2. Let TB connect to your IMAP/POP3 (and later the sending server) – TB will show an invalid certificate warning (as there are no root authorities to verify it). Accept that certificate and you are done. Now, in the “Server” tab of the “Certificate Manager” you'll see your configured certificate and server, such as e.g. “imap.gmx.net:433”. (Other servers in that tab are the ones disabled by Mozilla, no need to configure anything there.) You'd also get the warning when the cert gets replaced, which you should not accept, of course. (Hint: Check under “Server” first if the old cert is e.g. about to expire, or was released by the same authority as the new, so that your mail server just uses several certs. Or you might be an unlucky customer of a service using several completely unrelated certs. Or the cert was replaced by an MITM.)
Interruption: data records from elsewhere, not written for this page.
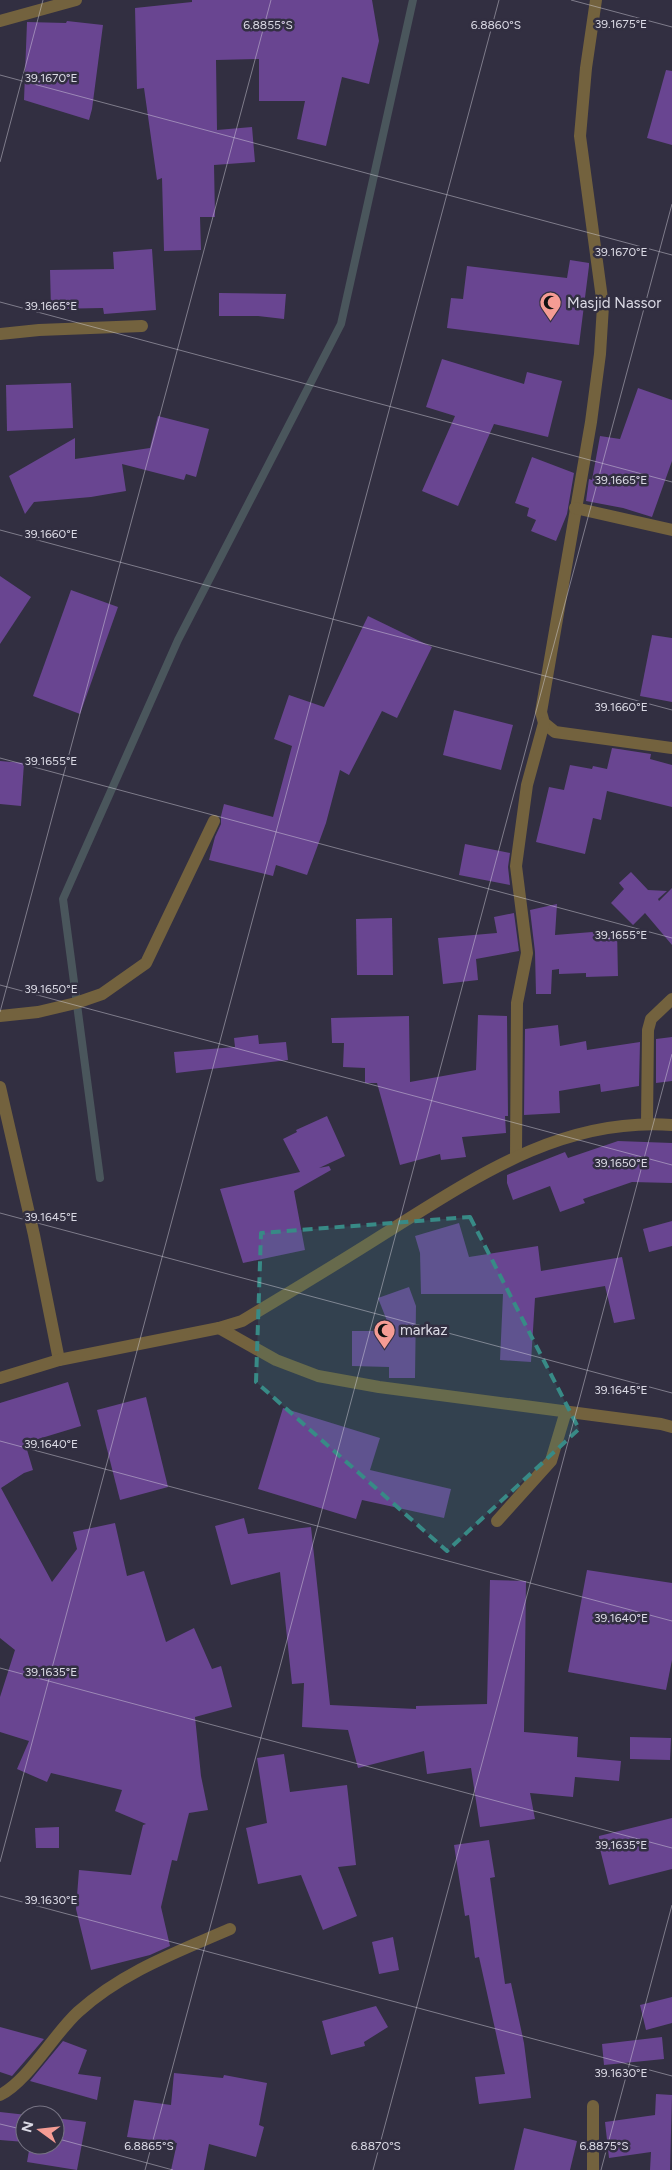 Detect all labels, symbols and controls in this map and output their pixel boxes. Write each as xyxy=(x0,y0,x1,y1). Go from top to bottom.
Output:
text: 39.1675°E xyxy=(595,17,647,31)
text: 6.8855°S xyxy=(243,18,293,32)
text: 6.8860°S xyxy=(471,18,521,32)
text: 39.1670°E xyxy=(24,71,78,85)
text: 39.1670°E xyxy=(594,245,648,259)
mosque icon: Masjid Nassor xyxy=(539,291,563,322)
place label: Masjid Nassor xyxy=(567,294,661,312)
text: 39.1665°E xyxy=(25,299,77,313)
text: 39.1665°E xyxy=(595,473,647,487)
text: 39.1660°E xyxy=(24,527,78,541)
text: 39.1660°E xyxy=(594,700,648,714)
text: 39.1655°E xyxy=(25,754,77,768)
text: 39.1655°E xyxy=(595,928,647,942)
text: 39.1650°E xyxy=(24,982,78,996)
text: 39.1650°E xyxy=(594,1156,648,1170)
text: 39.1645°E xyxy=(24,1210,78,1224)
mosque icon: markaz xyxy=(372,1318,396,1349)
place label: markaz xyxy=(400,1321,448,1339)
text: 39.1645°E xyxy=(594,1383,648,1397)
text: 39.1640°E xyxy=(24,1437,78,1451)
text: 39.1640°E xyxy=(594,1611,648,1625)
text: 39.1635°E xyxy=(25,1665,77,1679)
text: 39.1635°E xyxy=(595,1838,647,1852)
text: 39.1630°E xyxy=(24,1893,78,1907)
text: 39.1630°E xyxy=(594,2066,648,2080)
north arrow xyxy=(15,2105,65,2155)
text: N xyxy=(18,2119,38,2134)
text: 6.8865°S xyxy=(124,2139,174,2153)
text: 6.8870°S xyxy=(351,2139,401,2153)
text: 6.8875°S xyxy=(579,2139,629,2153)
3 Add Mozilla update servers as well: Search for and run updates of TB and used add-ons. While doing that, check for certificate errors in the Error Console of TB and add exceptions for the respective servers to the “Certificate Manager”. (Click the “Add exception...” button, enter the server, click “Download certificate” and add a permanent exception.) That should be following servers (as of TB version 17.0.5):
aus3.mozilla.org:443 (used for search for updates for TB)
versioncheck.addons.mozilla.org:443 (used for search for updates for add-ons)
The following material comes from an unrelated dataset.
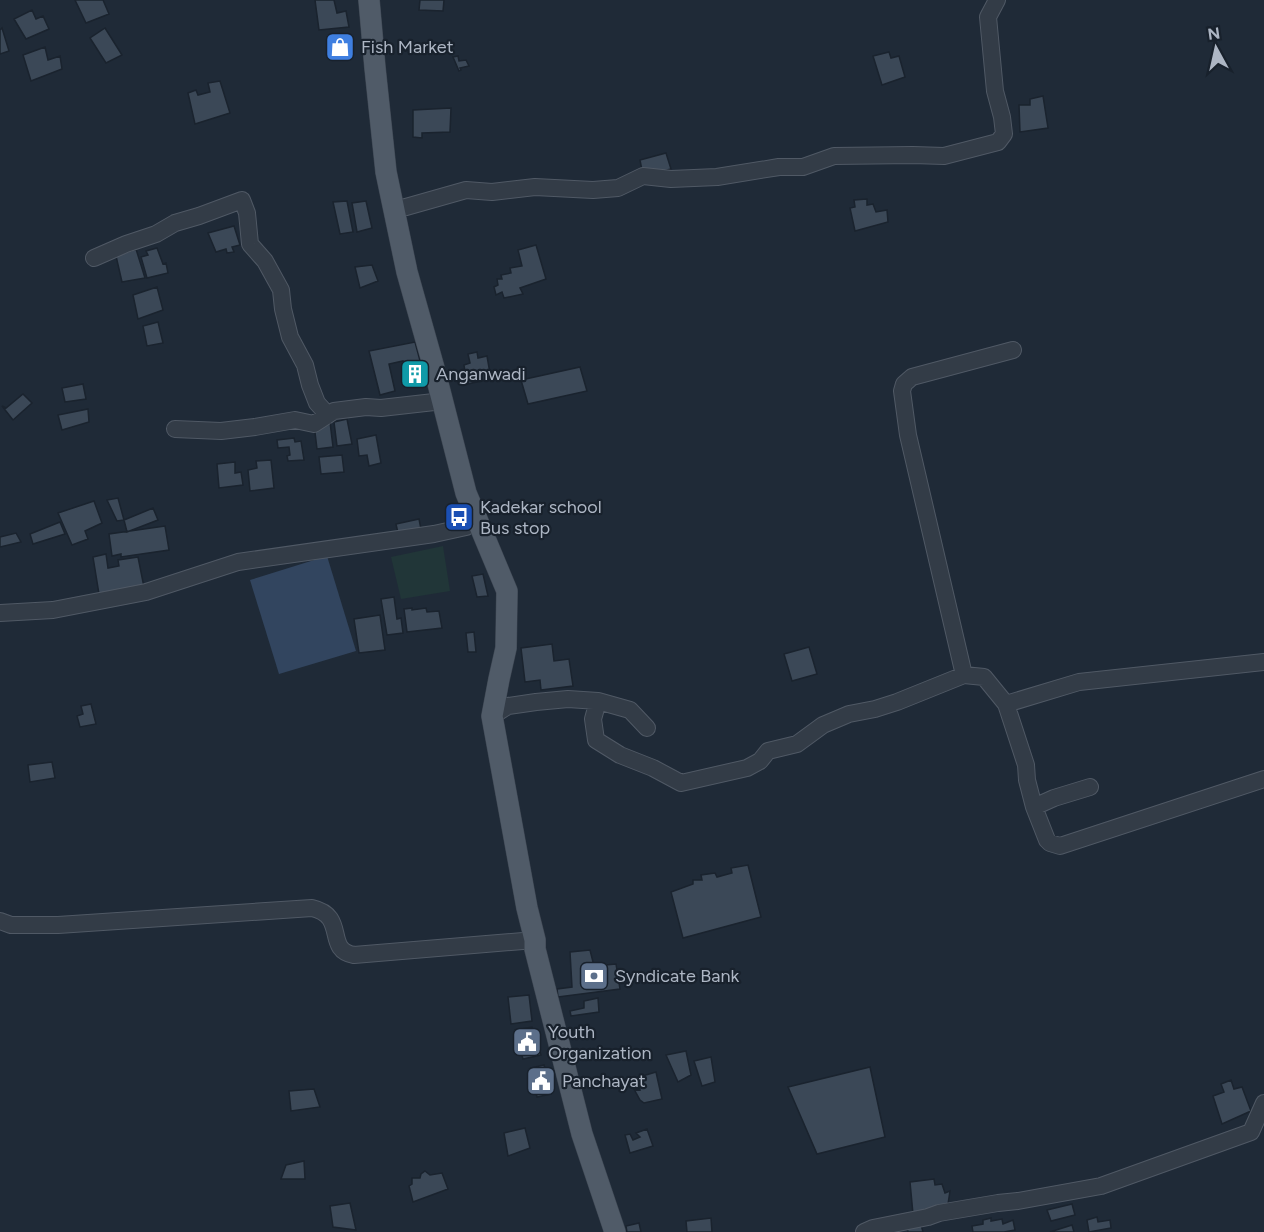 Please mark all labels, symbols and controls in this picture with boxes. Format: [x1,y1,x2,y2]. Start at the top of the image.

addons.mozilla.org:443 (used for download of details to found add-on updates, if one clicks on “show details” (or so) to the respective found update)
addons.cdn.mozilla.net:443 (used for download of add-on updates)
possibly another server used for download of TB updates (can be checked in about:config) – I can't tell, as I don't use the user (i.e. non-admin) account, on which I configured the cert pinning, to download and install updates. And I disabled the use and the service of the Mozilla Maintenance Service for security reasons.
Note: If you use RSS/Atom feeds over HTTPS, you might need to add respective servers too. I don't, so I don't know if TB will show a cert warning window as with e-mail servers, or just log an error in the Error Console as with the update servers. But it should be one of those, so that either point 2 or point 3 above applies.
Hint to Firefox: It would also be useful to pin the same Mozilla servers as in point 3 above in Firefox as well. As the “Certificate Patrol” add-on does not “patrol” them.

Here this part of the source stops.